任务不能抛出检查异常，它必须包括必要的代码来处理它们。

核心类

Fork/Join框架的核心是由以下两个类：

ForkJoinPool：它实现ExecutorService接口和work-stealing算法。它管理工作线程和提供关于任务的状态和它们执行的信息。
ForkJoinTask：它是将在ForkJoinPool中执行的任务的基类。它提供在任务中执行fork()和join()操作的机制，并且这两个方法控制任务的状态。通常，为了实现你的Fork/Join任务，你将实现两个子类的子类的类：RecursiveAction对于没有返回结果的任务和RecursiveTask 对于返回结果的任务。

基本使用方法

使用fork/join框架的第一步是编写执行一部分工作的代码。
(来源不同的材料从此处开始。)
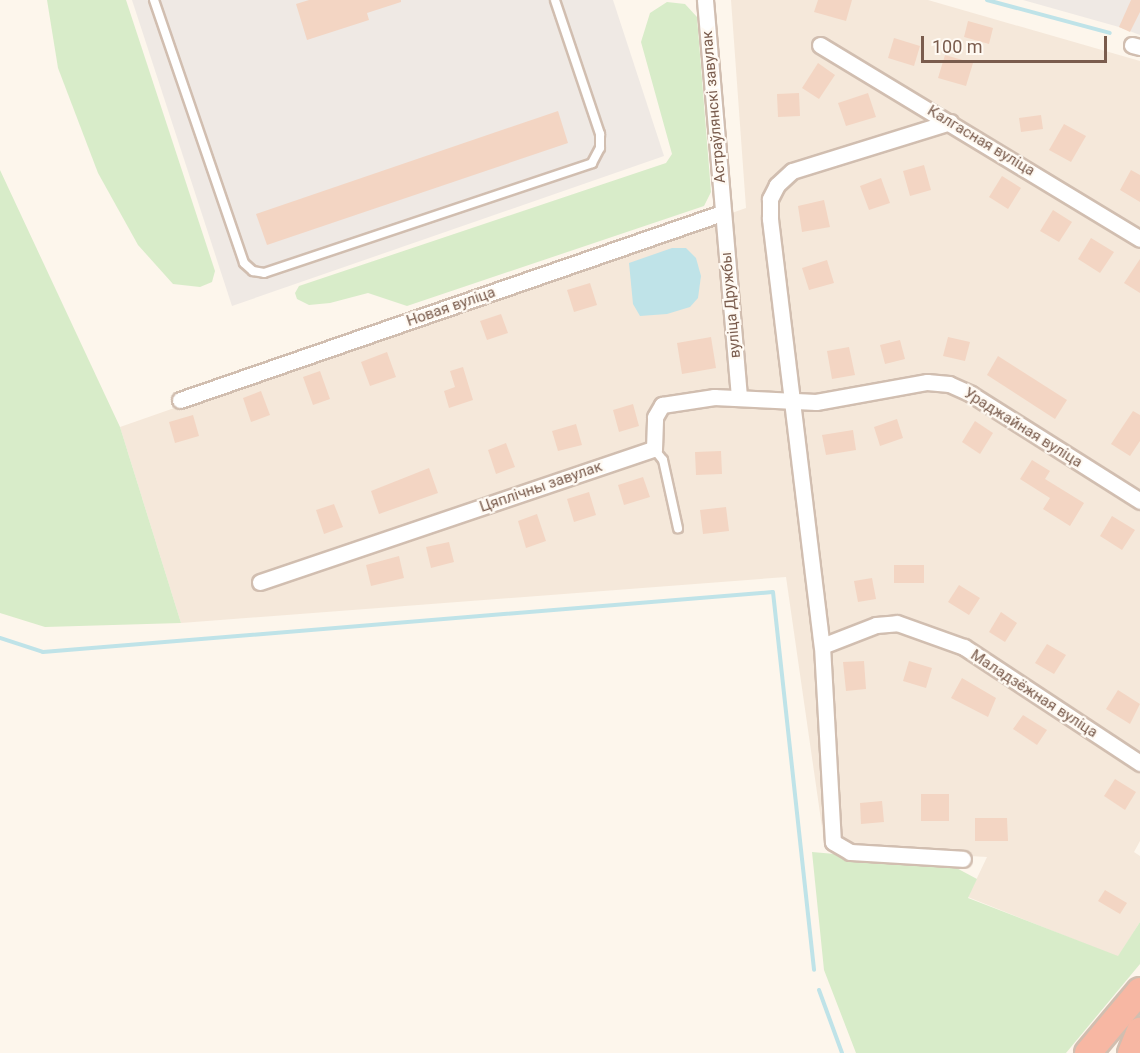 <!DOCTYPE html>
<html>
<head>
<meta charset="utf-8">
<style>
	body { margin:0 }
	#map { position:relative; width:1140px; height:1053px; overflow:hidden; background:#fdf6ec; font-family:Roboto,sans-serif }
	div>[style] { position:absolute }
	.residential>* { inset:0; background:#f5e8da }
	.industrial>* { inset:0; background:#efe9e4 }
	.green>* { inset:0; background:#d8ecc9 }
	.water>* { inset:0; background:#bfe3e8 }
	.stream>* { height:4px; margin:-2px; padding:0 2px; transform-origin:2px; border-radius:2px; background:#bfe3e8 }
	.building>* { inset:0; background:#f3d5c3 }
	.roads { filter:drop-shadow(2px 0 #d1beb0) drop-shadow(-2px 0 #d1beb0) drop-shadow(0 2px #d1beb0) drop-shadow(0 -2px #d1beb0) }
	.lane>* { height:8px; margin:-4px; padding:0 4px; transform-origin:4px; border-radius:4px; background:#fff }
	.street>* { height:15px; margin:-7.5px; padding:0 7.5px; transform-origin:7.5px; border-radius:7.5px; background:#fff }
	.highway>* { height:26px; margin:-13px; padding:0 13px; transform-origin:13px; border-radius:13px; background:#f7b7a3 }
	span { translate:-50% -50%; white-space:nowrap; text-align:center; line-height:1.15; -webkit-text-stroke:4.5px #fffaf3; paint-order:stroke }
	.street-label { font-size:15px; color:#7a5c4d }
	.scale { position:absolute; left:921px; top:36px; width:186px; height:27px; box-sizing:border-box; border:3px solid #7a5c4d; border-top:0; padding-left:8px; font-size:18px; line-height:21px; white-space:nowrap; color:#7a5c4d; -webkit-text-stroke:4px #fffaf3; paint-order:stroke }
</style>
</head>
<body>
<div id="map">
	<div class="residential">
		<i style="clip-path:polygon(731px 0,928px 0,1140px 61px,1140px 841px,1134px 852px,1140px 856px,1140px 922px,1118px 957px,968px 897px,987px 857px,825px 848px,786px 577px,181px 623px,120px 427px,746px 208px)"></i>
	</div>
	<div class="industrial">
		<i style="clip-path:polygon(132px 0,613px 0,664px 156px,232px 306px)"></i>
		<i style="clip-path:polygon(1023px 0,1140px 0,1140px 35px,1119px 27px)"></i>
	</div>
	<div class="green">
		<i style="clip-path:polygon(47px 0,126px 0,215px 271px,212px 282px,200px 287px,173px 284px,138px 245px,98px 173px,58px 68px)"></i>
		<i style="clip-path:polygon(667px 2px,685px 4px,697px 17px,711px 192px,704px 206px,407px 306px,368px 293px,330px 303px,309px 305px,297px 299px,295px 293px,299px 286px,666px 163px,672px 154px,641px 42px,650px 13px)"></i>
		<i style="clip-path:polygon(0 170px,120px 427px,181px 623px,45px 627px,0 613px)"></i>
		<i style="clip-path:polygon(812px 852px,949px 864px,977px 879px,968px 898px,1118px 956px,1140px 922px,1140px 964px,1066px 1053px,856px 1053px,824px 970px)"></i>
	</div>
	<div class="water">
		<i style="clip-path:polygon(672px 248px,686px 248px,696px 258px,701px 276px,698px 298px,690px 307px,667px 314px,640px 316px,633px 304px,629px 263px)"></i>
	</div>
	<div class="stream">
		<i style="left:987px;top:0;width:127px;rotate:15deg"></i>
		<i style="left:0;top:638px;width:45px;rotate:18deg"></i>
		<i style="left:43px;top:652px;width:732px;rotate:-4.7deg"></i>
		<i style="left:773px;top:592px;width:380px;rotate:83.8deg"></i>
		<i style="left:819px;top:990px;width:67px;rotate:69.9deg"></i>
	</div>
	<div class="building">
		<i style="clip-path:polygon(309px 0,401px 0,401px 2px,367px 13px,369px 20px,307px 40px,296px 4px)"></i>
		<i style="clip-path:polygon(818px 0,852px 0,846px 21px,814px 12px)"></i>
		<i style="clip-path:polygon(1131px 0,1140px 0,1140px 12px,1130px 32px,1119px 27px)"></i>
		<i style="clip-path:polygon(968px 21px,993px 28px,989px 44px,964px 37px)"></i>
		<i style="clip-path:polygon(894px 38px,920px 46px,914px 66px,888px 58px)"></i>
		<i style="clip-path:polygon(945px 55px,973px 63px,966px 86px,938px 78px)"></i>
		<i style="clip-path:polygon(818px 63px,835px 75px,819px 99px,802px 88px)"></i>
		<i style="clip-path:polygon(799px 93px,800px 116px,778px 117px,777px 94px)"></i>
		<i style="clip-path:polygon(868px 93px,876px 117px,846px 126px,838px 103px)"></i>
		<i style="clip-path:polygon(558px 111px,568px 143px,267px 245px,256px 214px)"></i>
		<i style="clip-path:polygon(1041px 115px,1043px 129px,1021px 132px,1019px 118px)"></i>
		<i style="clip-path:polygon(1064px 124px,1086px 136px,1071px 162px,1049px 150px)"></i>
		<i style="clip-path:polygon(924px 165px,931px 190px,910px 196px,903px 171px)"></i>
		<i style="clip-path:polygon(1131px 170px,1140px 175px,1140px 202px,1120px 190px)"></i>
		<i style="clip-path:polygon(1002px 176px,1021px 188px,1008px 209px,989px 197px)"></i>
		<i style="clip-path:polygon(881px 178px,890px 203px,869px 210px,860px 186px)"></i>
		<i style="clip-path:polygon(824px 200px,830px 227px,802px 232px,798px 206px)"></i>
		<i style="clip-path:polygon(1053px 210px,1072px 222px,1059px 242px,1040px 231px)"></i>
		<i style="clip-path:polygon(1091px 238px,1114px 252px,1100px 273px,1078px 259px)"></i>
		<i style="clip-path:polygon(1140px 259px,1140px 293px,1124px 283px)"></i>
		<i style="clip-path:polygon(827px 260px,834px 283px,809px 290px,802px 268px)"></i>
		<i style="clip-path:polygon(590px 283px,597px 305px,574px 312px,567px 290px)"></i>
		<i style="clip-path:polygon(501px 314px,508px 333px,487px 340px,480px 321px)"></i>
		<i style="clip-path:polygon(711px 337px,716px 368px,682px 374px,677px 343px)"></i>
		<i style="clip-path:polygon(948px 337px,970px 342px,965px 361px,943px 356px)"></i>
		<i style="clip-path:polygon(900px 340px,905px 359px,885px 364px,880px 345px)"></i>
		<i style="clip-path:polygon(849px 347px,855px 375px,832px 379px,827px 351px)"></i>
		<i style="clip-path:polygon(387px 352px,396px 377px,370px 386px,361px 362px)"></i>
		<i style="clip-path:polygon(998px 356px,1067px 400px,1055px 419px,987px 375px)"></i>
		<i style="clip-path:polygon(463px 367px,473px 400px,449px 408px,444px 391px,455px 387px,450px 371px)"></i>
		<i style="clip-path:polygon(320px 371px,330px 399px,313px 405px,303px 377px)"></i>
		<i style="clip-path:polygon(261px 391px,270px 415px,251px 422px,243px 398px)"></i>
		<i style="clip-path:polygon(633px 404px,639px 426px,619px 432px,613px 410px)"></i>
		<i style="clip-path:polygon(1133px 411px,1140px 415px,1140px 441px,1130px 456px,1111px 444px)"></i>
		<i style="clip-path:polygon(193px 415px,199px 436px,175px 443px,169px 422px)"></i>
		<i style="clip-path:polygon(897px 419px,903px 438px,880px 446px,874px 427px)"></i>
		<i style="clip-path:polygon(975px 421px,993px 433px,980px 454px,962px 442px)"></i>
		<i style="clip-path:polygon(576px 424px,582px 445px,558px 451px,552px 431px)"></i>
		<i style="clip-path:polygon(853px 430px,856px 450px,826px 455px,822px 435px)"></i>
		<i style="clip-path:polygon(506px 443px,515px 467px,496px 474px,488px 450px)"></i>
		<i style="clip-path:polygon(721px 451px,722px 474px,696px 475px,695px 452px)"></i>
		<i style="clip-path:polygon(1032px 460px,1050px 471px,1045px 479px,1084px 503px,1070px 526px,1043px 509px,1050px 498px,1020px 479px)"></i>
		<i style="clip-path:polygon(429px 468px,438px 493px,379px 514px,371px 491px)"></i>
		<i style="clip-path:polygon(643px 477px,650px 497px,624px 505px,618px 485px)"></i>
		<i style="clip-path:polygon(589px 492px,596px 515px,574px 522px,567px 499px)"></i>
		<i style="clip-path:polygon(334px 504px,343px 527px,324px 534px,316px 510px)"></i>
		<i style="clip-path:polygon(726px 507px,729px 531px,703px 534px,700px 510px)"></i>
		<i style="clip-path:polygon(537px 514px,546px 541px,526px 548px,518px 521px)"></i>
		<i style="clip-path:polygon(1112px 516px,1135px 530px,1122px 550px,1100px 536px)"></i>
		<i style="clip-path:polygon(449px 542px,454px 562px,431px 568px,426px 547px)"></i>
		<i style="clip-path:polygon(399px 556px,404px 578px,371px 586px,366px 565px)"></i>
		<i style="clip-path:polygon(894px 565px,924px 565px,924px 583px,894px 583px)"></i>
		<i style="clip-path:polygon(872px 578px,876px 599px,858px 602px,854px 581px)"></i>
		<i style="clip-path:polygon(959px 585px,980px 598px,969px 615px,948px 602px)"></i>
		<i style="clip-path:polygon(1001px 612px,1017px 623px,1005px 642px,989px 632px)"></i>
		<i style="clip-path:polygon(1047px 644px,1066px 655px,1054px 674px,1035px 663px)"></i>
		<i style="clip-path:polygon(864px 661px,866px 689px,846px 691px,843px 662px)"></i>
		<i style="clip-path:polygon(909px 661px,932px 668px,926px 688px,903px 681px)"></i>
		<i style="clip-path:polygon(962px 678px,996px 698px,988px 717px,951px 698px)"></i>
		<i style="clip-path:polygon(1118px 690px,1140px 704px,1130px 724px,1106px 709px)"></i>
		<i style="clip-path:polygon(1023px 715px,1047px 730px,1037px 745px,1013px 729px)"></i>
		<i style="clip-path:polygon(1115px 779px,1136px 792px,1125px 810px,1104px 796px)"></i>
		<i style="clip-path:polygon(921px 794px,949px 794px,949px 821px,921px 821px)"></i>
		<i style="clip-path:polygon(882px 801px,884px 822px,861px 824px,860px 803px)"></i>
		<i style="clip-path:polygon(975px 818px,1007px 818px,1008px 841px,975px 841px)"></i>
		<i style="clip-path:polygon(1105px 890px,1127px 903px,1120px 914px,1098px 901px)"></i>
	</div>
	<div class="roads">
		<div class="lane">
			<i style="left:154px;top:0;width:278px;rotate:71.1deg"></i>
			<i style="left:244px;top:263px;width:12px;rotate:42deg"></i>
			<i style="left:253px;top:271px;width:11px;rotate:10deg"></i>
			<i style="left:264px;top:273px;width:346px;rotate:-18.5deg"></i>
			<i style="left:592px;top:163px;width:17px;rotate:-62deg"></i>
			<i style="left:600px;top:148px;width:14px;rotate:-90deg"></i>
			<i style="left:600px;top:134px;width:141px;rotate:-108.6deg"></i>
			<i style="left:654px;top:449px;width:14px;rotate:51deg"></i>
			<i style="left:663px;top:460px;width:70px;rotate:77.6deg"></i>
		</div>
		<div class="street">
			<i style="left:705px;top:0;width:398px;rotate:85.1deg"></i>
			<i style="left:820px;top:45px;width:374px;rotate:31.2deg"></i>
			<i style="left:1132px;top:45px;width:8px;rotate:14deg"></i>
			<i style="left:950px;top:122px;width:165px;rotate:162.8deg"></i>
			<i style="left:792px;top:171px;width:21px;rotate:137deg"></i>
			<i style="left:777px;top:185px;width:16px;rotate:117deg"></i>
			<i style="left:770px;top:199px;width:20px;rotate:90deg"></i>
			<i style="left:770px;top:219px;width:430px;rotate:83.1deg"></i>
			<i style="left:822px;top:646px;width:196px;rotate:86.8deg"></i>
			<i style="left:833px;top:842px;width:20px;rotate:30deg"></i>
			<i style="left:850px;top:852px;width:113px;rotate:3.5deg"></i>
			<i style="left:180px;top:400px;width:573px;rotate:-19.04deg"></i>
			<i style="left:260px;top:582px;width:416px;rotate:-18.7deg"></i>
			<i style="left:654px;top:449px;width:32px;rotate:-88deg"></i>
			<i style="left:655px;top:417px;width:14px;rotate:-60deg"></i>
			<i style="left:662px;top:405px;width:53px;rotate:-8.7deg"></i>
			<i style="left:714px;top:397px;width:102px;rotate:2.8deg"></i>
			<i style="left:816px;top:402px;width:113px;rotate:-10.2deg"></i>
			<i style="left:927px;top:382px;width:22px;rotate:5deg"></i>
			<i style="left:949px;top:384px;width:24px;rotate:24deg"></i>
			<i style="left:971px;top:394px;width:200px;rotate:32.3deg"></i>
			<i style="left:822px;top:646px;width:58px;rotate:-21.3deg"></i>
			<i style="left:876px;top:625px;width:21px;rotate:-5deg"></i>
			<i style="left:897px;top:623px;width:71px;rotate:19.7deg"></i>
			<i style="left:964px;top:647px;width:211px;rotate:33.4deg"></i>
		</div>
		<div class="highway">
			<i style="left:1088px;top:1053px;width:81px;rotate:-50deg"></i>
			<i style="left:1131px;top:1053px;width:24px;rotate:-68deg"></i>
		</div>
	</div>
	<div class="street-label">
		<span style="left:714px;top:107px;rotate:-95deg">Астраўлянскі завулак</span>
		<span style="left:981px;top:141px;rotate:31deg">Калгасная вуліца</span>
		<span style="left:731px;top:305px;rotate:-95deg">вуліца Дружбы</span>
		<span style="left:451px;top:307px;rotate:-19deg">Новая вуліца</span>
		<span style="left:1023px;top:428px;rotate:32deg">Ураджайная вуліца</span>
		<span style="left:541px;top:487px;rotate:-19deg">Цяплічны завулак</span>
		<span style="left:1034px;top:694px;rotate:33deg">Маладзёжная вуліца</span>
	</div>
	<div class="scale">100 m</div>
</div>
</body>
</html>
你的代码结构看起来应该与下面所示的伪代码类似：

if (当前这个任务工作量足够小)
    直接完成这个任务
else
    将这个任务或这部分工作分解成两个部分
    分别触发(invoke)这两个子任务的执行，并等待结

你需要将这段代码包裹在一个ForkJoinTask的子类中。不过，通常情况下会使用一种更为具体的的类型，或者是RecursiveTask(会返回一个结果)，或者是RecursiveAction。
当你的ForkJoinTask子类准备好了，创建一个代表所有需要完成工作的对象，然后将其作为参数传递给一个ForkJoinPool实例的invoke()方法即可。

详细例子

Fork/Join框架（二）创建一个Fork/Join池 http://ifeve.com/fork-join-2/
Fork/Join框架（四）异步运行任务 http://ifeve.com/fork-join-4/

异步运行任务

当你在ForkJoinPool中执行ForkJoinTask时，你可以使用同步或异步方式来实现。
当你使用同步方法，调用这些方法（比如：invokeAll()方法）的任务将被阻塞，直到提交给池的任务完成它的执行。这允许ForkJoinPool类使用work-stealing算法，分配一个新的任务给正在执行睡眠任务的工作线程。反之，当你使用异步方法（比如：fork()方法），这个任务将继续它的执行，所以ForkJoinPool类不能使用work-stealing算法来提高应用程序的性能。在这种情况下，只有当你调用join()或get()方法来等待任务的完成时，ForkJoinPool才能使用work-stealing算法。

jdk源码解析

http://www.molotang.com/articles/696.html
http://ifeve.com/talk-concurrency-forkjoin/

Akka ActorSystem与ForkJoinPool

ActorSystem初始化时

//读取配置文件创建dispatchers（默认的配置文件只有一个dispatcher）
val dispatchers: Dispatchers = new Dispatchers(settings, DefaultDispatcherPrerequisites(
    threadFactory, eventStream, scheduler, dynamicAccess, settings, mailboxes, defaultExecutionContext))
//返回默认的dispatcher （可在配置里更改）
  val dispatcher: ExecutionContextExecutor = dispatchers.defaultGlobalDispatcher

new Dispatchers(...)中

//读取配置文件
val defaultDispatcherConfig: Config =
    idConfig(DefaultDispatcherId).withFallback(settings.config.getConfig(DefaultDispatcherId))

配置文件为：

default-dispatcher {
 executor=thread-pool-executor.
      type = "Dispatcher"
      executor = "default-executor"
      default-executor {
        #默认为forkjoinpool jdk7才支持
        fallback = "fork-join-executor"
      }
      # forkjoinpool默认线程数 max(min(cpu线程数 * 3.0, 64), 8)
      fork-join-executor {
        parallelism-min = 8
        parallelism-factor = 3.0
        parallelism-max = 64
      }
      ......
}

ActorSystem中
val dispatcher: ExecutionContextExecutor = dispatchers.defaultGlobalDispatcher
中的defaultGlobalDispatcher方法

def defaultGlobalDispatcher: MessageDispatcher = lookup(DefaultDispatcherId)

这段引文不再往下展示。